Home NAS setup with Thecus N5550
2012-08-12 | Permalink
(tl;dr: use latest rdup for backups, and thecus has problems with some
drives, even from the compatibility list, if so, try updating firmware).
So I recently saw a reasonably good deal on the Thecus N5550, a 5-bay
hot-swappable NAS machine. This seemed as good a time as any to finally clean
up my backups and Do Them Right.
So the plan is to see how much the already excellent
rdup has progressed (last time I used it
was at version 0.5, it is now at 1.1.13, the version from the repositories
on my systems was 1.0.5).
Initial setup for the N5550 is quite OK, I setup NTP, NFS access, Samba access,
and enabled SSH login to have a lowlevel look at what’s going on inside.
Setting up the RAID array was a breeze; For my first experiment I chose a
RAID-5 array of 3 Seagate 3TB disks, totalling in about 5.5TB of space.
I installed rdup on my vps, and on a local always-on machine (a lowpower
fanless box acting as a fancy gateway), and initially I mounted the big
drive as a samba mount (there were some unidentified problems with nfs4, see
below). Read and write speed were not as high as I would have thought, about
1-3 MB/s. But that was a problem for later, and I don’t really need that
much speed anyway.
I only needed simple incremental backups, so the rdup-simple script should
be fine.
Then the first problem arised; there were a lot of ’no such file or
directory’ errors. After retracing the steps rdup-simple takes manually, I
found out that sometimes rdup-up missed creating a directory.
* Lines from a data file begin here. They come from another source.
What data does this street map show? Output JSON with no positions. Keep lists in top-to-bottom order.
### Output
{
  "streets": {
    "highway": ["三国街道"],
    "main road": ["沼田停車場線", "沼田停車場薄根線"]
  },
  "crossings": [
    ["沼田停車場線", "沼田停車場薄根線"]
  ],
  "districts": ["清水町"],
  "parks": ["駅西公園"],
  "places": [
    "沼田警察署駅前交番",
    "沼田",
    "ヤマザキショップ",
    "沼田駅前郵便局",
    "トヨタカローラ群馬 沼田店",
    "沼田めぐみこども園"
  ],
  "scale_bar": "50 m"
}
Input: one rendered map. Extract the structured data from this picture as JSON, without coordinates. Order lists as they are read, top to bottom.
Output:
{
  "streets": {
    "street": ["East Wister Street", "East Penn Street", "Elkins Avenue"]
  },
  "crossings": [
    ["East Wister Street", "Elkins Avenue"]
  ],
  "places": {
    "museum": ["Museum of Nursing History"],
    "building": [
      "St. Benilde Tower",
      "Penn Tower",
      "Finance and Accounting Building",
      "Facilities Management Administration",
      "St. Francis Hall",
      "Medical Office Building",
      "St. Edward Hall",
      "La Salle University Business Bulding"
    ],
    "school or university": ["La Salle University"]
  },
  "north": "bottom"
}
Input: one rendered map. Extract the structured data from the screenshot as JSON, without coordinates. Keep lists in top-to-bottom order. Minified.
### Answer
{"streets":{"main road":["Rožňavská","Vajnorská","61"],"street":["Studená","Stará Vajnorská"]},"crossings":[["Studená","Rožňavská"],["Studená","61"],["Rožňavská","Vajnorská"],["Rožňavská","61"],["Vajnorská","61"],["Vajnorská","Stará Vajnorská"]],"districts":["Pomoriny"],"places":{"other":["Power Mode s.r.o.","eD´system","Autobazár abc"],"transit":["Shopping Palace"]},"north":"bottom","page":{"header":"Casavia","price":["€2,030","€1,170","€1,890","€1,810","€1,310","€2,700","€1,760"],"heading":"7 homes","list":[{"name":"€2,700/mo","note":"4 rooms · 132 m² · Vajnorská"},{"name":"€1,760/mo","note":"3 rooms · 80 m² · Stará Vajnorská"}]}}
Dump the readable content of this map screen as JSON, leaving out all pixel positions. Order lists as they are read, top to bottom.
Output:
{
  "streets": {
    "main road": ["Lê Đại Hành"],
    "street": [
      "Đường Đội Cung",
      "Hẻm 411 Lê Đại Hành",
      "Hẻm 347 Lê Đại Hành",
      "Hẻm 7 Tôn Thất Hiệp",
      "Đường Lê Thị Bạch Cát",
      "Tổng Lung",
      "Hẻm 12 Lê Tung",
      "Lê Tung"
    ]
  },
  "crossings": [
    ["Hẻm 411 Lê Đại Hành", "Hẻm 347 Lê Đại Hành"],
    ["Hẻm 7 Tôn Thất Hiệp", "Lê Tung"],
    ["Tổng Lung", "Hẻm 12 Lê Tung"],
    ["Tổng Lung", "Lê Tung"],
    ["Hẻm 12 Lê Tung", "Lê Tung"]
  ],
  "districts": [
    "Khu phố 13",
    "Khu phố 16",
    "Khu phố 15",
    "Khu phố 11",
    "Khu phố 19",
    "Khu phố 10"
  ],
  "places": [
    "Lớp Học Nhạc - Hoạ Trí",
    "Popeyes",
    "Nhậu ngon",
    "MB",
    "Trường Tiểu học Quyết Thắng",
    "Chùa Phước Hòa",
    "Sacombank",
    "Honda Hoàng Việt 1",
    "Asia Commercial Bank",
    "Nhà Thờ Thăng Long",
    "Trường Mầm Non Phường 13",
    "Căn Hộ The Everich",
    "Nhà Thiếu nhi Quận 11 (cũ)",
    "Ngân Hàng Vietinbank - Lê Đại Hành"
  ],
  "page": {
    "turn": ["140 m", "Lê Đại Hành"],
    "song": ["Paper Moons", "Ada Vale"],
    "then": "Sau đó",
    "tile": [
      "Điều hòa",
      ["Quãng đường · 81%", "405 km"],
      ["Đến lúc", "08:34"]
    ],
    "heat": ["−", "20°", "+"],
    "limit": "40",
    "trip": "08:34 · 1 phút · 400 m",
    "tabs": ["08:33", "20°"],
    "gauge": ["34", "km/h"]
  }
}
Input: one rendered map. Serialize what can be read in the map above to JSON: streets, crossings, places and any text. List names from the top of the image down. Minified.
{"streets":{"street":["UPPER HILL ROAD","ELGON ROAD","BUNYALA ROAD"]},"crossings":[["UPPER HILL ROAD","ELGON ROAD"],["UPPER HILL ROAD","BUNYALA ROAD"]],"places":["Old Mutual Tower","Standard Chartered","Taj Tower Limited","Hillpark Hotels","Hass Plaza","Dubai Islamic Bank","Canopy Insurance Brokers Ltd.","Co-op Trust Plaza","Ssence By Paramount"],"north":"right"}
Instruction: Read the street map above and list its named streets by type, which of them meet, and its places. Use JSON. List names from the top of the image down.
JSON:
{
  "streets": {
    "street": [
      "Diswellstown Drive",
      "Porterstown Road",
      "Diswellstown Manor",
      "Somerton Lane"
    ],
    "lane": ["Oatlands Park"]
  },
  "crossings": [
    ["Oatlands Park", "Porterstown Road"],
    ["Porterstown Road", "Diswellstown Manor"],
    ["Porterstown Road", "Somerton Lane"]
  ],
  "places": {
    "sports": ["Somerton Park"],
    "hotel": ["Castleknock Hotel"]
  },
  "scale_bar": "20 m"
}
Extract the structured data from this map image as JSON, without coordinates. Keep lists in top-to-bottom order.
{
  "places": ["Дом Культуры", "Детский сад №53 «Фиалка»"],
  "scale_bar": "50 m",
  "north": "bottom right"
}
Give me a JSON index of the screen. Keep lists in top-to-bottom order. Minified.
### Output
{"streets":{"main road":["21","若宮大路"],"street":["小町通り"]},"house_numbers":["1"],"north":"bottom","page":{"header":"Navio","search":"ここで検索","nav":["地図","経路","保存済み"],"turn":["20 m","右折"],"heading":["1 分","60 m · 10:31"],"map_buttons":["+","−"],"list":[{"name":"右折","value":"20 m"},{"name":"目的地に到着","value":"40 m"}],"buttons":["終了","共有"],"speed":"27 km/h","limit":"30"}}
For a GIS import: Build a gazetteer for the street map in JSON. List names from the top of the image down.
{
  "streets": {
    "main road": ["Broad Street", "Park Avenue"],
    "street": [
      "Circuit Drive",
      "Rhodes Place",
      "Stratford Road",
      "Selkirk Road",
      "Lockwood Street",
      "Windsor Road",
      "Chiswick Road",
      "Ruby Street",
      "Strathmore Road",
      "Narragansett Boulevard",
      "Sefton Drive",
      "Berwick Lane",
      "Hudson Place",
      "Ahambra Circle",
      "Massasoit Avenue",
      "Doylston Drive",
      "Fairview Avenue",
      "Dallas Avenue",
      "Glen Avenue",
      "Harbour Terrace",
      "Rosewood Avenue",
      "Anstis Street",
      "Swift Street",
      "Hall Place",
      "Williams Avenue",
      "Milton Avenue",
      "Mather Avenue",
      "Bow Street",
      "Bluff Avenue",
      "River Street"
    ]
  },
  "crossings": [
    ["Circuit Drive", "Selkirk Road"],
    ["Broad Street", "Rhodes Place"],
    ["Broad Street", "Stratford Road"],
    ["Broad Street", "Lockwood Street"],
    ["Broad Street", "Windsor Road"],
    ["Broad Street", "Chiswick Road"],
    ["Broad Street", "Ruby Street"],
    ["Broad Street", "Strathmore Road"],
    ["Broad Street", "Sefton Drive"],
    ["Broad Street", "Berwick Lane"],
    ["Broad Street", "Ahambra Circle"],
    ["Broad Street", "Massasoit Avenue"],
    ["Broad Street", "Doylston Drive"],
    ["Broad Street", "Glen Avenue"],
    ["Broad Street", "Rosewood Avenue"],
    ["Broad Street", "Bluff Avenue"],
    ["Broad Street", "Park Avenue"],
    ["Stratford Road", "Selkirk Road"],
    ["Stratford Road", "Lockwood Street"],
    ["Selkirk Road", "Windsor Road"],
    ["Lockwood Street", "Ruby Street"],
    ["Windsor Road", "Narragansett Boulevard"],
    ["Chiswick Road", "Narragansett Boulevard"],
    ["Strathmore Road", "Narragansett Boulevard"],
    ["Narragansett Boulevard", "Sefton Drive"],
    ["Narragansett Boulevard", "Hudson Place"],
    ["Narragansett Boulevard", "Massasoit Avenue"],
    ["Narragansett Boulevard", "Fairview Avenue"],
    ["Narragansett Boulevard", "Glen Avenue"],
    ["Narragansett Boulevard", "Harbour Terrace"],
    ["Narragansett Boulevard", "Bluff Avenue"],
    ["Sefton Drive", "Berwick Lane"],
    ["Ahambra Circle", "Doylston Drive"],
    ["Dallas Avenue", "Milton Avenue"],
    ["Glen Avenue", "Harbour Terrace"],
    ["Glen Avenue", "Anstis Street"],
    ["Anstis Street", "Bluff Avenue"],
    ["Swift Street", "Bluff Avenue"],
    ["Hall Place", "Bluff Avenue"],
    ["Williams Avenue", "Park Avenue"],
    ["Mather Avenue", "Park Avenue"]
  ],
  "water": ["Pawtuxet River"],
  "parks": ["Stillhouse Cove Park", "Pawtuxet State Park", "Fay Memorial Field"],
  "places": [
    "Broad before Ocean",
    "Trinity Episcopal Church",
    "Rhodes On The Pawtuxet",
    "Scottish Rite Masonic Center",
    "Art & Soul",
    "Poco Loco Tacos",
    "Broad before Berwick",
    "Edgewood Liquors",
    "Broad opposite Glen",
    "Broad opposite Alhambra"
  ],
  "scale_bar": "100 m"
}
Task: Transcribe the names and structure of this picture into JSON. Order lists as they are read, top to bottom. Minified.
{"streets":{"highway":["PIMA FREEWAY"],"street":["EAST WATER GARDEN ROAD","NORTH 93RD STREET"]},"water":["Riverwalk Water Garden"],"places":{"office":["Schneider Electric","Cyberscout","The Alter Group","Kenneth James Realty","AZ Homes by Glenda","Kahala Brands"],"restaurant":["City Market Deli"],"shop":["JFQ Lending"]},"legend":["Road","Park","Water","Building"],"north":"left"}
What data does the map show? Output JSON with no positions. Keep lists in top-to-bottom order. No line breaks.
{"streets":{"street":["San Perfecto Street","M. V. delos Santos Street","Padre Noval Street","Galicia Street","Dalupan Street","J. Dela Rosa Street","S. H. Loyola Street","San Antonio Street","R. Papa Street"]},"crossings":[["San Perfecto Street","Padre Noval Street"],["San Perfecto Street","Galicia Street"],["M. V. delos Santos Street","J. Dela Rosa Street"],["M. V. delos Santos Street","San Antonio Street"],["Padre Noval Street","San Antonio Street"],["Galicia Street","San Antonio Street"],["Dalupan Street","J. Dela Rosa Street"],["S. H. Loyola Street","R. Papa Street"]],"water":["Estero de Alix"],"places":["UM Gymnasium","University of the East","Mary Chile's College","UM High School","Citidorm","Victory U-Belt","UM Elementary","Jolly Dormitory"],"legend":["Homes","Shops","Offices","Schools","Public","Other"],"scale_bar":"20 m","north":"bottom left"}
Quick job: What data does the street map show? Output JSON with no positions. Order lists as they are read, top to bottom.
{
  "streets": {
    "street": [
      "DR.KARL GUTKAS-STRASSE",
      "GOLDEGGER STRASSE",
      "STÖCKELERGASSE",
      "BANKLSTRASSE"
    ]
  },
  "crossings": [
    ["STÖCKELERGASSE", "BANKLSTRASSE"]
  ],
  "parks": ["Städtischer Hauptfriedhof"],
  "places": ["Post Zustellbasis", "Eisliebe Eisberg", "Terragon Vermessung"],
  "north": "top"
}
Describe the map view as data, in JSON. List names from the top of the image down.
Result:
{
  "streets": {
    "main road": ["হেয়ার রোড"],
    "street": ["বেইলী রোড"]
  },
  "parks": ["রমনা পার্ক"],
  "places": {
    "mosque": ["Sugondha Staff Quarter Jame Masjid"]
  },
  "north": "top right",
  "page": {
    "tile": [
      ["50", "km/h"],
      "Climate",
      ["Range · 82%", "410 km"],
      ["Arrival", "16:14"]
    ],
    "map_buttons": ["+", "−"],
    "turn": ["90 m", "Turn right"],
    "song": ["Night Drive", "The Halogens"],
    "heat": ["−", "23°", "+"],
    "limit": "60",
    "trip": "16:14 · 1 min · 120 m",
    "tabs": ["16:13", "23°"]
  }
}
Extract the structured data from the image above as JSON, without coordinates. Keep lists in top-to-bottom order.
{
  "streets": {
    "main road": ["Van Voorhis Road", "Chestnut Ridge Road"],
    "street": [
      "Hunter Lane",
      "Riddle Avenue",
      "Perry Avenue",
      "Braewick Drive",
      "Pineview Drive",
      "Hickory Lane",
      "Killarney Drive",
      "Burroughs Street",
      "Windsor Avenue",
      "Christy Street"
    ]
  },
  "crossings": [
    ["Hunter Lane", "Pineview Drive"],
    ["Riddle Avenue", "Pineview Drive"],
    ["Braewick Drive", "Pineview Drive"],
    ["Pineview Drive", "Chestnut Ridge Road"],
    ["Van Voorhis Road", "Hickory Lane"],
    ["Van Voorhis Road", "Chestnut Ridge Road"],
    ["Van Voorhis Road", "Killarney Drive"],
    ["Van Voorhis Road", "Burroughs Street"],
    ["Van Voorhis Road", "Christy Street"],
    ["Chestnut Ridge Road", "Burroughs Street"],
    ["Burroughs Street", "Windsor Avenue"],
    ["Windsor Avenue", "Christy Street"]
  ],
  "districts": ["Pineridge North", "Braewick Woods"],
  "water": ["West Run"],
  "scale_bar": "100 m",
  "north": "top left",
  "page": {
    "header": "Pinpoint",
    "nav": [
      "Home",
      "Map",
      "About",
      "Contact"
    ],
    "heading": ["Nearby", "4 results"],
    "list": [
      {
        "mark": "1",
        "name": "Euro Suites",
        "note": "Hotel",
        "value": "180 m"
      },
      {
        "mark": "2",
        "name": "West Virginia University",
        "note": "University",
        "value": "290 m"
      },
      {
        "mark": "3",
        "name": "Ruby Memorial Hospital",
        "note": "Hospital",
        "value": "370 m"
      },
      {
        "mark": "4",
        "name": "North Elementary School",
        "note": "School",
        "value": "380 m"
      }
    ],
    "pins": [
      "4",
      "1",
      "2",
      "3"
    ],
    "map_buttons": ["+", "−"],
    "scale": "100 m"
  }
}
And then of
course when it tries to write files in it it fails. This happens for
different directories on every run, so I suspect this is some form of race
condition.
I asked around and a friend who uses it says he had never seen this with his
version (1.1.11 IIRC).
Time to upgrade.
Ater getting rid of the repository versions, and building a fresh rdup from
the latest release (long live apt-get build-dep!), rdup-simple proceeded
without a hitch.
I also has a number of media files I wanted to copy, so I simply scp’d them
to the mounted share.
And then the real trouble started.
While it was copying one of the video files, scp aborted with an I/O error.
I tried to copy again, and this time the failed file worked. But shortly
after that, while copying another big file, the thecus started beeping
continuously.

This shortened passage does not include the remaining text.